Пьеро да Винчи — то ли именно из-за того, что ему выпало жить в зараженной чумою земле и чувствовать ежедневную опасность, то ли оттого, что не было рядом с ним высокого сердцем и чистого разумом человека, а были одни свистуны и гуляки, то ли оттого, что отец передал ему частицу своего развратного эгоизма, а может быть, и от всего вместе взятого — умудрился за полгода превратиться из романтического и пылкого юноши в жадного до денег дельца, который превыше всего ставил собственную выгоду и, в сущности, нисколько не боялся Бога. Никто не утверждает, что в нем полностью погасла любовь к Катерине или, вернее сказать, погасло то, что он принимал за любовь к ней, но соображения мелочные, сугубо практические и недостойные одолевали его со всех сторон, и, будь он каким-нибудь русским писателем, сравнил бы он сам себя с горсткою сахара, засиженной мухами столь густопсово, что цвет его белый почти не просвечивал.

Люди не любят себя плохими. Это уж только совсем вывернутый человек (скорее всего, что не в жизни, а в книжке какого-нибудь, скажем, хоть Достоевского) начнет упиваться своими пороками и так упивается самозабвенно, что даже читателям надоедает. В основном же люди с легкостью извиняют себя и, как щенки, отворачивающие мордочки, если тыкают их носом в только что наложенную, слегка еще дымящуюся кучку, отворачиваются от своих недостатков и любому плохому поступку находят приличное объяснение. Пьеро да Винчи немедленно вспомнил о законной жене Альбиере и о том, что неверность в браке заслуживает порицания.
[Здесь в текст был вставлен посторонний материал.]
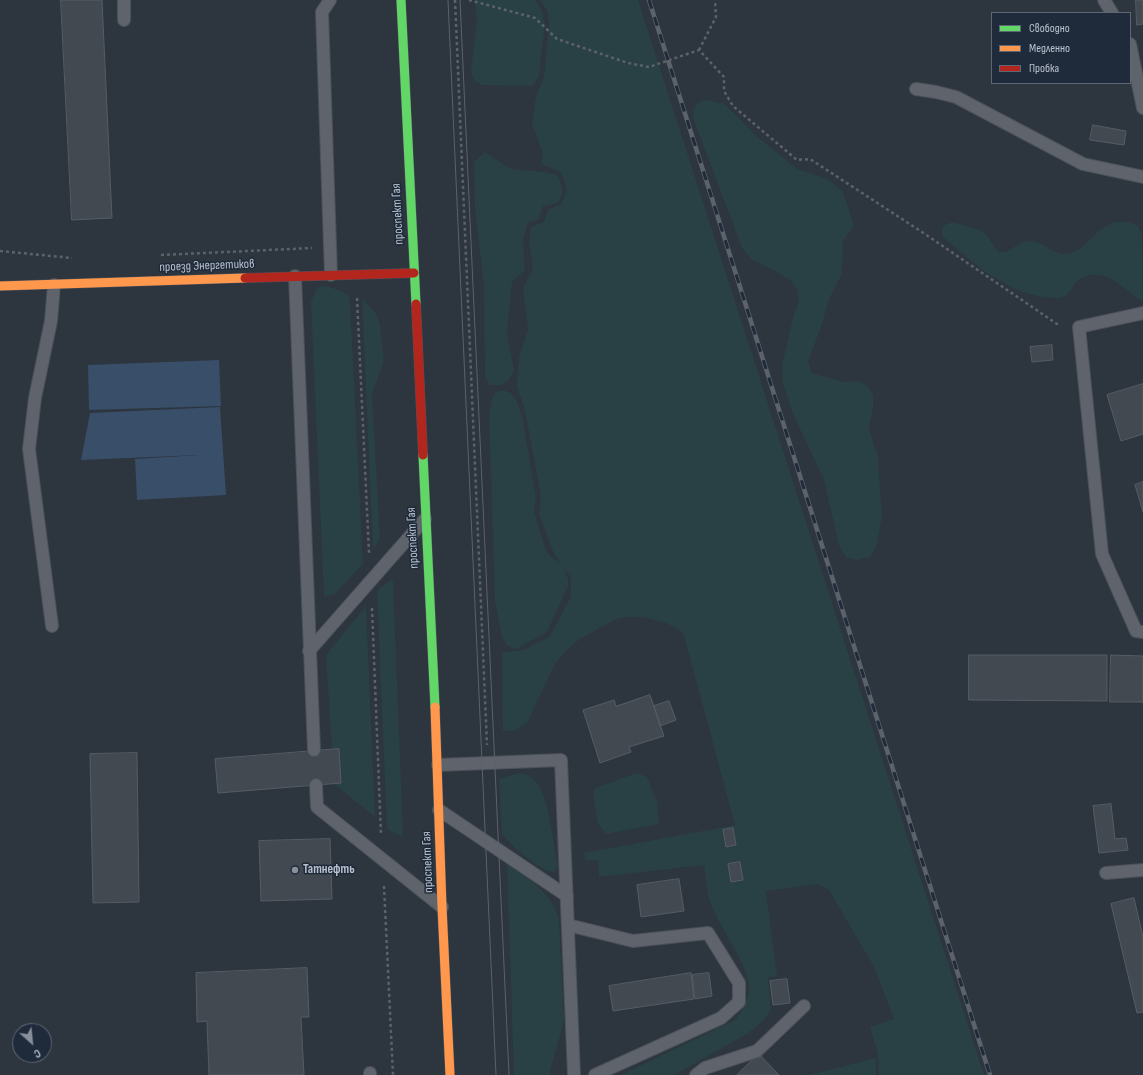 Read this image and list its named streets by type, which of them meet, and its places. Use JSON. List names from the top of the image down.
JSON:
{
  "streets": {
    "main road": ["проспект Гая", "проезд Энергетиков"]
  },
  "crossings": [
    ["проспект Гая", "проезд Энергетиков"]
  ],
  "places": ["Татнефть"],
  "legend": ["Свободно", "Медленно", "Пробка"],
  "north": "bottom right"
}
«Ведь я же жалею свою Альбиеру, — подумал он грустно. — Жалею глазенки ее, ручки, ножки и круглые плечики с розовым следом от тесных бретелек и, пуще всего, жалею ее эту скользкую норку, которая — что уж таиться! — тесна зверьку моему, но поскольку я муж, законный ее обладатель, зверек мой обязан туда пролезать, скрестись там, покуда не кончится рвенье. Да, тесно! И пахнет какой-то селедкой! Но это не просто селедка, которую кухарка готовит под шубой на праздник, а это другая селедка, законная! И грех ею пренебрегать, смертный грех! Так что получается? Бросив здесь крошку, помчусь я в деревню к отцу, к Катерине и там, разумеется, вмиг потеряю рассудок при виде ее. Снова слезы, безумные ночи и ссоры с отцом. Ребенка к тому же сюда брать нельзя. Что делать мне в городе с малым ребенком, оторванным от материнской груди?»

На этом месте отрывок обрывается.